White rhinos are sedentary, semi-social and territorial. Adult bulls are basically solitary and associate only with females in oestrus. Stable groups (also known as 'crashes') of up to six animals can be commonly observed. Females reproduce only every two and a half to five years. Their single calf does not live on its own until it is about three years old. Rhinos are also wallowers where they find suitable water holes and roll in its mud, coating their skin to be a natural bug repellent and sunblock. White rhinos can communicate vocally, using a wide range of sounds from calf squeaking to snarling or wailing of adults. They also have poor eyesight, but acute senses of hearing and smell.
They can live up to 50 years.
The white rhinos are herbivores and will never eat any form of meat. They spend most of their time browsing and/or grazing through their natural habitat in search of plants and grasses to eat. They are known to eat a wide variety of different fruits, stems, twigs, grasses and leaves.
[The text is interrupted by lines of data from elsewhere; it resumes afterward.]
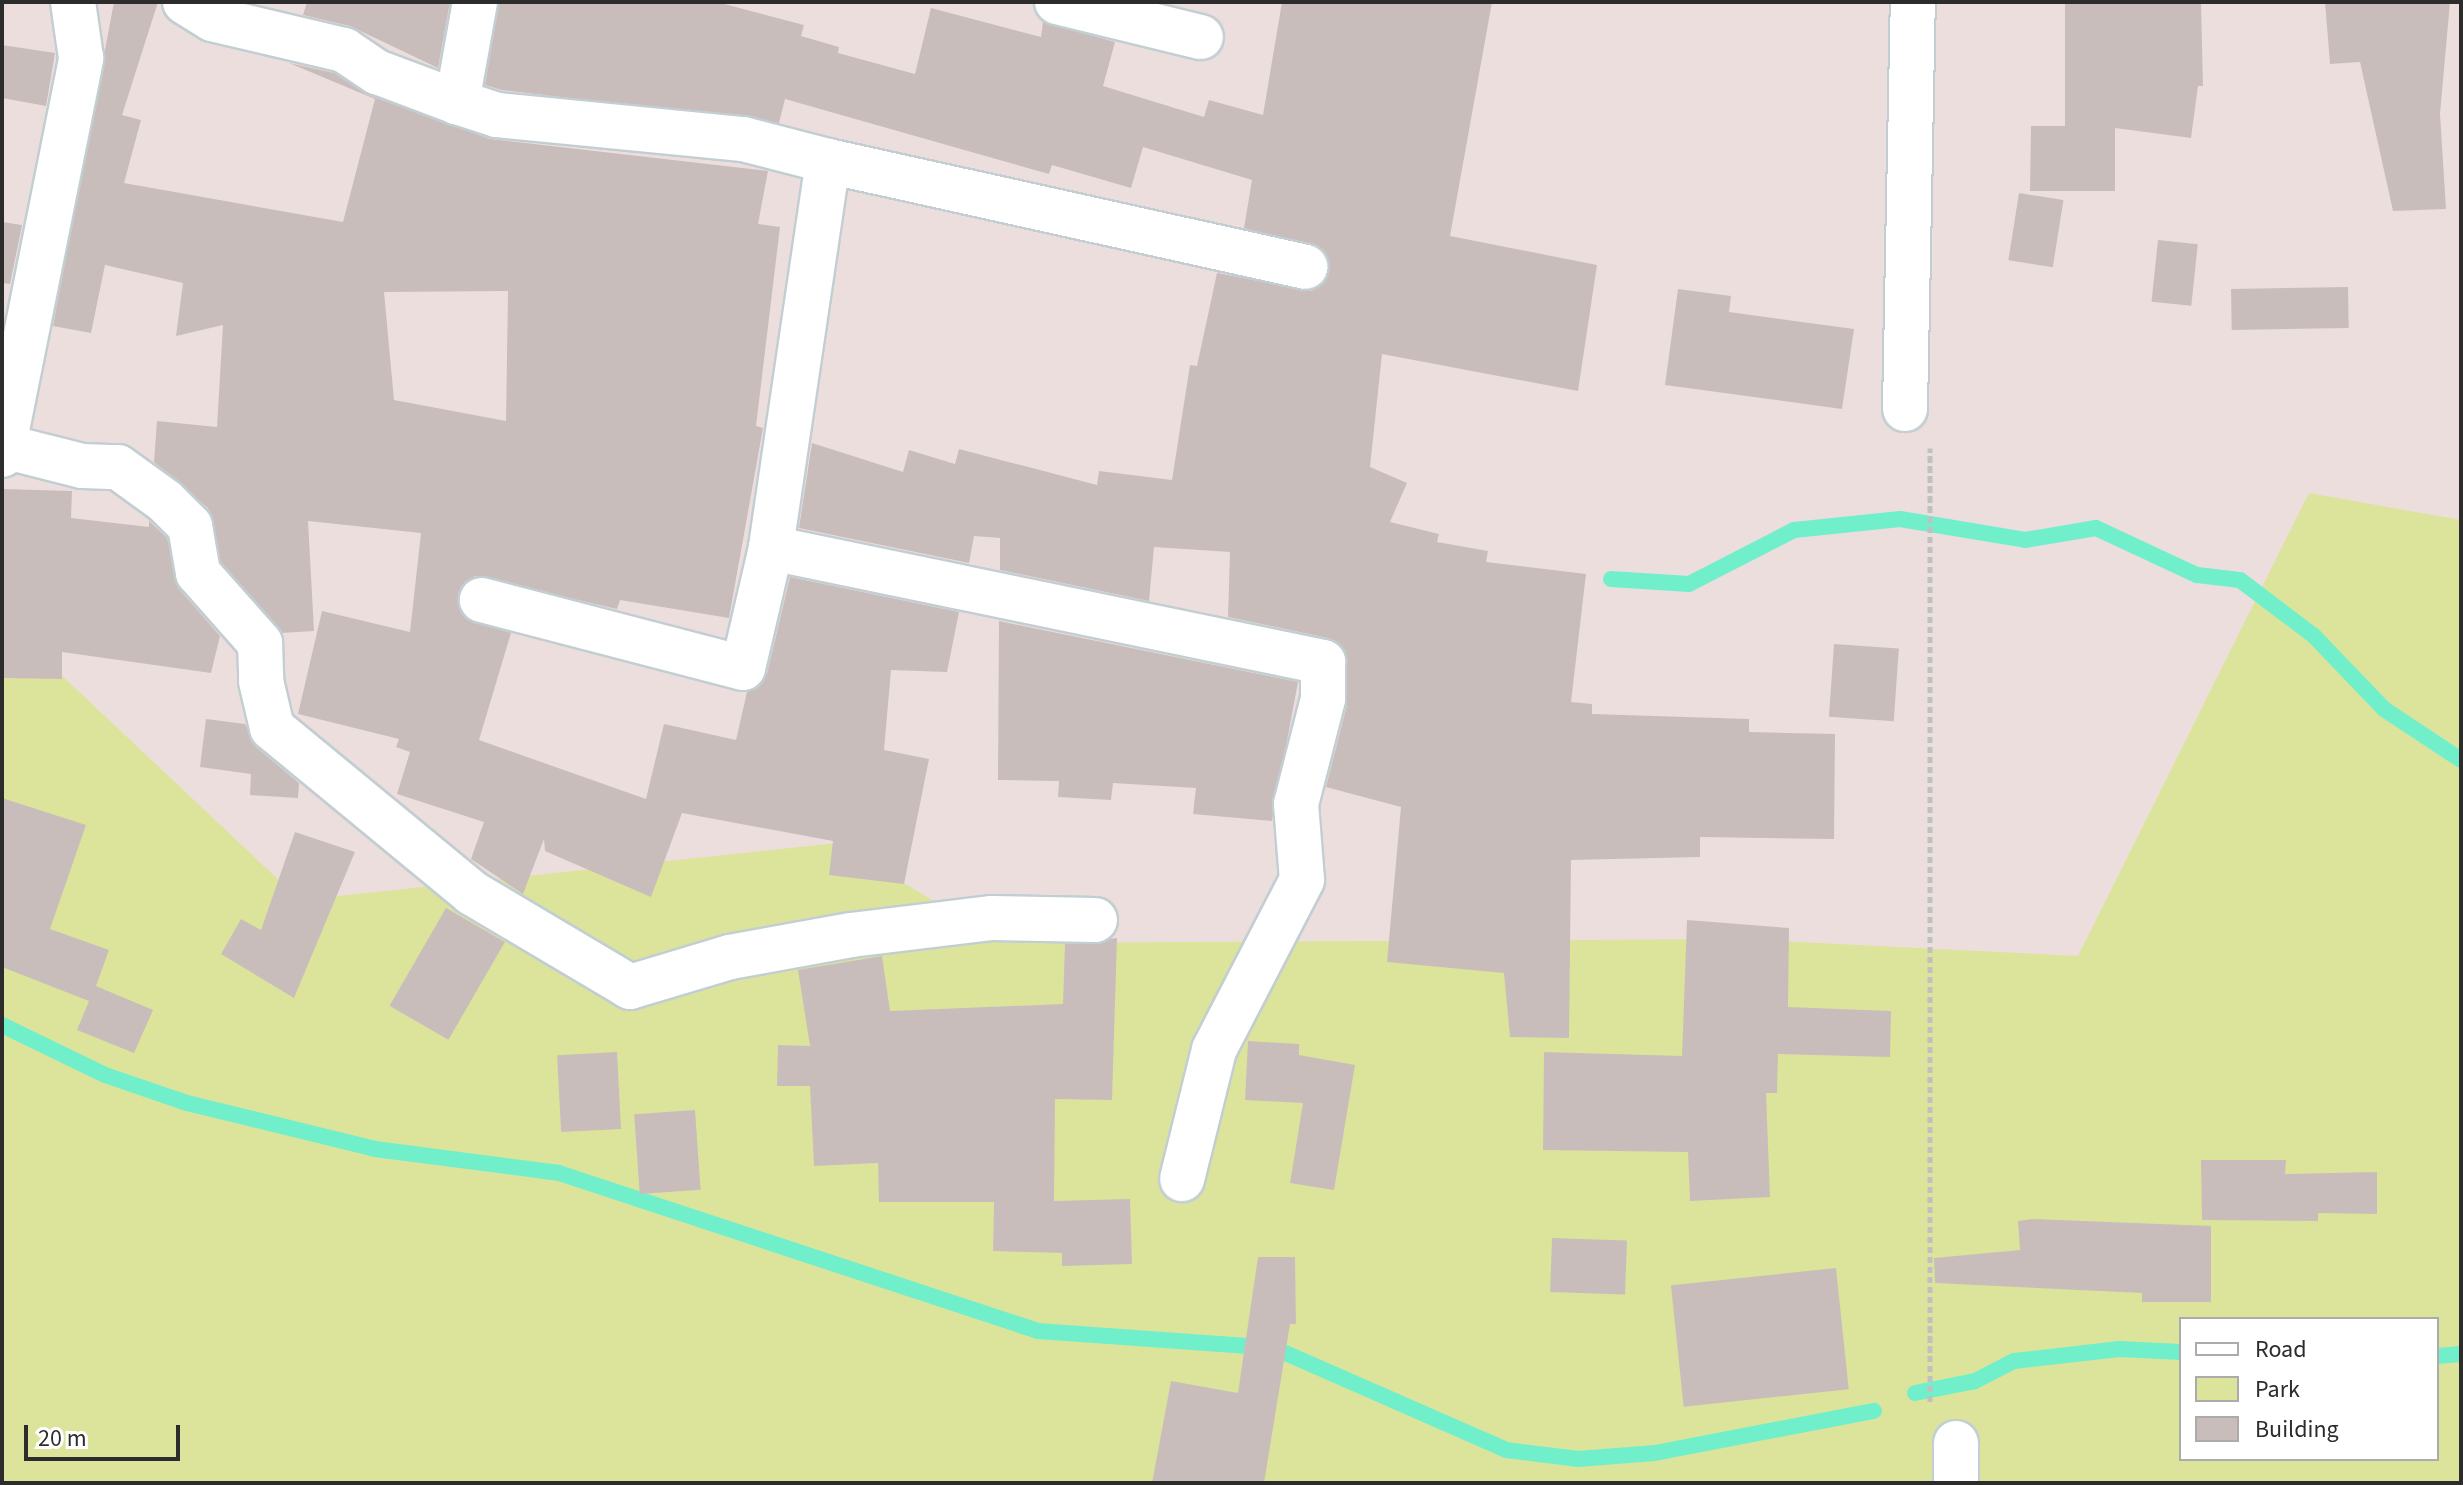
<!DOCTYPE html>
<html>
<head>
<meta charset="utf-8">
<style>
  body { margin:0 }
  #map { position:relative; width:2463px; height:1485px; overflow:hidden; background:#eddede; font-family:"Source Sans 3",sans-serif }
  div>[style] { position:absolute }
  .green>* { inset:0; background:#dce49b }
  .stream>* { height:16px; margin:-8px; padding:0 8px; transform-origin:8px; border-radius:8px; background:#71efcb }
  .building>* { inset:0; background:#c9bdbc; transform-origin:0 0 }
  .path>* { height:5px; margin-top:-2.5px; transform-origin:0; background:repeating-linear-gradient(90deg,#c0c0c0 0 6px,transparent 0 10px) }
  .roads { filter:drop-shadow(2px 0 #c2ced2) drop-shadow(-2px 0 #c2ced2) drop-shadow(0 2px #c2ced2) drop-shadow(0 -2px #c2ced2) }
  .minor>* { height:44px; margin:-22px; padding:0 22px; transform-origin:22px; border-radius:22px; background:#fff }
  span { translate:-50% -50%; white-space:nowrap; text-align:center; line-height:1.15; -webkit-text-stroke:8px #fff; paint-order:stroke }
  .frame { position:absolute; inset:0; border:4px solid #2c2c2c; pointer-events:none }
  .legend { position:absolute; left:2179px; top:1317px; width:260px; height:144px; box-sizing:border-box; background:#fff; border:2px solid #ababab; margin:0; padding:10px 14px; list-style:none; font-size:24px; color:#2c2c2c }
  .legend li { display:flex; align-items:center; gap:16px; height:40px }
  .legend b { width:40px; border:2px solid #ababab }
  .scale { position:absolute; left:24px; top:1425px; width:156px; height:36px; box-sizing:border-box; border:4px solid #2c2c2c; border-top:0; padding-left:10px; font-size:24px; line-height:28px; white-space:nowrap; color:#2c2c2c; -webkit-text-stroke:6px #fff; paint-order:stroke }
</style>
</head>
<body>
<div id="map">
  <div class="green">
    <i style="clip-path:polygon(evenodd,2309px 493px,2461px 520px,2461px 1483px,2px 1483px,2px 669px,39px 654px,300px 900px,837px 843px,1004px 943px,1739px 939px,2078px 956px,2309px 493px,2181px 1319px,2437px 1319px,2437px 1459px,2181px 1459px,2181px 1319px)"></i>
  </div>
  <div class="stream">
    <i style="left:1611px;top:579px;width:78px;rotate:3.7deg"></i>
    <i style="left:1689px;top:584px;width:118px;rotate:-27.2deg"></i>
    <i style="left:1794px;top:530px;width:107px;rotate:-5.9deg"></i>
    <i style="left:1900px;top:519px;width:127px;rotate:9.5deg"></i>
    <i style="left:2025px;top:540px;width:72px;rotate:-9.6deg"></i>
    <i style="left:2096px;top:528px;width:111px;rotate:25deg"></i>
    <i style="left:2197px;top:575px;width:43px;rotate:6.6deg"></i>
    <i style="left:2240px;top:580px;width:93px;rotate:37.1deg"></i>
    <i style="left:2314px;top:636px;width:101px;rotate:46.2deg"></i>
    <i style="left:2384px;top:709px;width:92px;rotate:33.5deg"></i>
    <i style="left:2px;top:1025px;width:114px;rotate:25.9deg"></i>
    <i style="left:105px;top:1075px;width:87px;rotate:18.9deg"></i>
    <i style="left:187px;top:1103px;width:194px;rotate:13.7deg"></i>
    <i style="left:375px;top:1149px;width:186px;rotate:7.4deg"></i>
    <i style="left:559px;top:1173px;width:504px;rotate:18.26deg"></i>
    <i style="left:1038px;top:1331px;width:237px;rotate:4.1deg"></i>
    <i style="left:1274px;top:1348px;width:253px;rotate:23.7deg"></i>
    <i style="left:1506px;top:1450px;width:73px;rotate:7.1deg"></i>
    <i style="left:1578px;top:1459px;width:77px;rotate:-4.5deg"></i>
    <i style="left:1655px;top:1453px;width:223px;rotate:-10.9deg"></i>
    <i style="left:2437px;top:1356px;width:24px;rotate:-5deg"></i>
    <i style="left:1915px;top:1393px;width:61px;rotate:-11.3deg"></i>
    <i style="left:1975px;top:1381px;width:44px;rotate:-27.1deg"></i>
    <i style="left:2014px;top:1361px;width:106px;rotate:-6.5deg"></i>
    <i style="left:2119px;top:1349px;width:62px;rotate:2.8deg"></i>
  </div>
  <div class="building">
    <i style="clip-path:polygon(evenodd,114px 2px,158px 2px,122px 115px,141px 120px,124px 183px,343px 222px,375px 99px,289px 63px,334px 73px,368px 95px,490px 139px,768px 171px,758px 224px,780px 227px,756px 426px,763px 428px,729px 618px,620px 600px,617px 609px,475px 576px,458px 593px,464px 617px,511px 633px,479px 740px,646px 799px,664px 724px,736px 740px,747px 692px,767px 674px,790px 577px,959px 612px,947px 672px,891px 670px,884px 750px,929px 759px,904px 884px,829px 875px,833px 841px,682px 813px,651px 897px,545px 851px,544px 839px,523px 894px,471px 859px,484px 822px,397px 794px,410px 752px,396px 747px,399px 739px,298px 714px,322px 611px,410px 632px,421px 533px,308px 521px,314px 631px,281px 633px,221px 562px,208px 508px,154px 462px,157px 421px,217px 427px,223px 325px,176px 336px,183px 283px,105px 265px,91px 333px,53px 326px,114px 2px,508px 291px,506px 421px,394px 400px,384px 292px,508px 291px)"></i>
    <i style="clip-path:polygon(307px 2px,450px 2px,438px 68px,350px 26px,303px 15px)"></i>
    <i style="clip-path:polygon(499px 2px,717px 2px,804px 25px,801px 36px,839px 47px,838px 53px,915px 74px,931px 8px,1041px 37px,1043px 22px,1115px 42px,1103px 86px,1204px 117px,1209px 100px,1263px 115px,1282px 2px,1492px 2px,1450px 236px,1597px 265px,1578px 391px,1382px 354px,1370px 467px,1407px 483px,1390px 522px,1439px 534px,1437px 542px,1488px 551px,1486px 562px,1586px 574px,1571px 702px,1592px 704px,1592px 714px,1749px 719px,1749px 732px,1835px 734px,1834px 839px,1700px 837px,1700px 857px,1571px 860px,1569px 1038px,1510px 1037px,1504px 973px,1387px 962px,1401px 807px,1326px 787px,1347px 705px,1346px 652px,1328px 638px,1228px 617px,1230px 552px,1154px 547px,1149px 601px,1000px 570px,1000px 538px,974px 536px,969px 563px,799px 528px,812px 443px,903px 472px,909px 450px,955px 464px,959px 449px,1097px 485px,1099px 471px,1172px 480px,1190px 365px,1197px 366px,1217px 273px,1312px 291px,1329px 273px,1322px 249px,1244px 228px,1252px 180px,1143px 147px,1131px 188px,1052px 165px,1049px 174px,785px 99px,779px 123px,502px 90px,485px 85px)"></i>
    <i style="clip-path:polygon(2065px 2px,2201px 2px,2203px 86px,2198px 86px,2191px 138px,2115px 128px,2115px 191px,2030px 191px,2031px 126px,2065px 126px)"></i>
    <i style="clip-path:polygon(2325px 2px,2450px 2px,2440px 114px,2446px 209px,2393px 211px,2360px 62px,2330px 64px)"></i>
    <i style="clip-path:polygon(2px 45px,55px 53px,46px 106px,2px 98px)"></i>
    <i style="left:2019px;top:193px;width:45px;height:68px;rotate:9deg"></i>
    <i style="clip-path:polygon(2px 222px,22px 225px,10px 284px,2px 283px)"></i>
    <i style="left:2158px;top:240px;width:40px;height:62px;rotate:6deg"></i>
    <i style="left:2348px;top:287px;width:41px;height:117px;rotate:89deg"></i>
    <i style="clip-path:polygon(1678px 289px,1731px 296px,1729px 312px,1854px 329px,1842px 409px,1665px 385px)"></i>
    <i style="clip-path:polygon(2px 489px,72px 491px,71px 518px,149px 527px,149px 521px,167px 538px,179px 589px,220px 636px,211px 673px,62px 652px,62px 679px,2px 678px)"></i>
    <i style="clip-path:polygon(999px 621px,1298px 682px,1272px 821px,1193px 814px,1196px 788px,1113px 783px,1111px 800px,1058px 797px,1059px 781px,998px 780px)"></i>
    <i style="left:1834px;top:644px;width:65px;height:73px;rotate:4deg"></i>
    <i style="clip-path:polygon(206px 719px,245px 724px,256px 747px,299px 783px,298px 798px,250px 795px,251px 774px,200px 767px)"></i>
    <i style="clip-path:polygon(2px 798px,86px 825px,50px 929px,109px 950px,96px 986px,153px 1010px,134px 1053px,77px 1030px,89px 1001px,2px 967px)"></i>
    <i style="clip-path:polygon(295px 832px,355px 852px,294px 998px,221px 954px,241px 919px,261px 930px)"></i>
    <i style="left:446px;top:908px;width:68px;height:113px;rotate:30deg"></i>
    <i style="clip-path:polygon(1687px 920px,1789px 928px,1788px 1007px,1891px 1011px,1890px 1057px,1778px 1054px,1777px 1093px,1766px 1093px,1770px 1197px,1690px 1201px,1688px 1152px,1543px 1150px,1544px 1052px,1682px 1056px)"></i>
    <i style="clip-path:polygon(1117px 938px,1112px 1100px,1055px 1099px,1054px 1201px,1130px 1199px,1132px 1264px,1062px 1266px,1062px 1253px,993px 1251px,994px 1202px,879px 1202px,878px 1163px,814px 1166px,810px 1086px,777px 1086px,778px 1045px,810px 1046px,798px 970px,882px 956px,890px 1011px,1063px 1004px,1065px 944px)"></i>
    <i style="clip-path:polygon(1248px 1041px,1299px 1044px,1299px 1055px,1355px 1065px,1334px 1190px,1290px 1183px,1303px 1103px,1245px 1100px)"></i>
    <i style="left:617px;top:1052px;width:77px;height:60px;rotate:87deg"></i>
    <i style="left:695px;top:1110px;width:80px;height:61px;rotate:86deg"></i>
    <i style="clip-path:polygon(2201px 1160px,2286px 1160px,2285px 1174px,2377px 1172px,2377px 1214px,2318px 1213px,2318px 1221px,2202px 1220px)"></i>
    <i style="clip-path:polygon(2033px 1219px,2211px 1226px,2211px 1302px,2142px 1302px,2142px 1293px,1935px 1283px,1934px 1258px,2020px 1250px,2018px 1221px)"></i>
    <i style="left:1552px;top:1238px;width:75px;height:54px;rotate:2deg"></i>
    <i style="clip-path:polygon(1258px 1257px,1295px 1257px,1296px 1324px,1290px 1324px,1264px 1483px,1152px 1483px,1171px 1381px,1238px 1393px)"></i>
    <i style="left:1836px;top:1268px;width:122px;height:166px;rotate:84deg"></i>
  </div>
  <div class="path">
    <i style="left:1930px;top:1402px;width:954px;rotate:-90deg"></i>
  </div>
  <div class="roads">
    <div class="minor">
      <i style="left:185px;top:2px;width:32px;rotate:32deg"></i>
      <i style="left:212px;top:19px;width:136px;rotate:13.2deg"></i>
      <i style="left:344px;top:50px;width:40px;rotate:34deg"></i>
      <i style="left:377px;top:72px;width:85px;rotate:20.6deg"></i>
      <i style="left:475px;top:2px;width:102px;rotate:100.2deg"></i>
      <i style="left:457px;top:102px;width:42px;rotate:18deg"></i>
      <i style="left:497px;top:115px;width:247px;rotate:5.6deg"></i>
      <i style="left:743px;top:139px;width:88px;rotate:14.5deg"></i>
      <i style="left:828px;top:161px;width:391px;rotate:98.4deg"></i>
      <i style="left:771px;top:548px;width:123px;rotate:103.1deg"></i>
      <i style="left:743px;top:668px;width:270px;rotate:-165.4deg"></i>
      <i style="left:1057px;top:2px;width:148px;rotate:13.7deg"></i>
      <i style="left:828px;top:161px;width:489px;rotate:12.5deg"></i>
      <i style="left:1905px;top:409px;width:407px;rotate:-88.9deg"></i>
      <i style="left:7px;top:447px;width:77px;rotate:14.2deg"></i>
      <i style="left:82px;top:466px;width:36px;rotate:2deg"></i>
      <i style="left:118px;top:467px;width:58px;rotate:35.9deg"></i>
      <i style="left:165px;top:501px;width:35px;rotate:45deg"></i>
      <i style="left:190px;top:526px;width:48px;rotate:80.3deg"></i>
      <i style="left:198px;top:573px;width:94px;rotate:48.5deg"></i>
      <i style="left:260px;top:643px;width:38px;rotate:88deg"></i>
      <i style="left:261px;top:681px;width:48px;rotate:76.8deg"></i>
      <i style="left:272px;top:728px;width:259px;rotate:39.5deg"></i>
      <i style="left:472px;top:893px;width:184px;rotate:30.7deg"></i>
      <i style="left:630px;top:987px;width:104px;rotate:-16.7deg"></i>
      <i style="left:730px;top:957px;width:123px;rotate:-10.3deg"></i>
      <i style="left:851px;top:935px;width:142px;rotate:-6.9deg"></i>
      <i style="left:992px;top:918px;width:103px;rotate:1.1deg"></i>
      <i style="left:2px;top:455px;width:405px;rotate:-78.7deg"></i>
      <i style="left:81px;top:58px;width:57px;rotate:-98.1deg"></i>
      <i style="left:771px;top:548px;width:564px;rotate:11.67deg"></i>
      <i style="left:1323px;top:662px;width:37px;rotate:90deg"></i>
      <i style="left:1323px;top:699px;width:108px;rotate:104.4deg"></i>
      <i style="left:1296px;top:804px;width:76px;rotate:85.5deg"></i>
      <i style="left:1302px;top:880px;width:191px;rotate:117.4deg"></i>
      <i style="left:1214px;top:1050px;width:133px;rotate:103.9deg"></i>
      <i style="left:1956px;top:1483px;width:40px;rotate:-90deg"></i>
    </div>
  </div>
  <div class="frame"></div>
  <ul class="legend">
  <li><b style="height:10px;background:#fff"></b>Road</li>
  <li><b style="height:22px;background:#dce49b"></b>Park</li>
  <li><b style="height:22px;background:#c9bdbc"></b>Building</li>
  </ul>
  <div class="scale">20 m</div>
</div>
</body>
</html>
The White Rhinoceros is capable of going 4 or 5 days without water.
Just three white rhinos are known to exist in the wild, at Kenya’s Ol Pejeta Conservancy.
Despite their huge size and bulkiness, white rhinos can run as fast as 40 miles per hour. They are very agile and can turn quickly in a very small space.
Why are they Endangered?
White rhinos have two horns, the foremost more prominent than the other. Many have been killed for this hard, hair-like growth, which is revered for medicinal use in China, Taiwan, Hong Kong, and Singapore. The horn is also valued in North Africa and the Middle East as an ornamental dagger handle.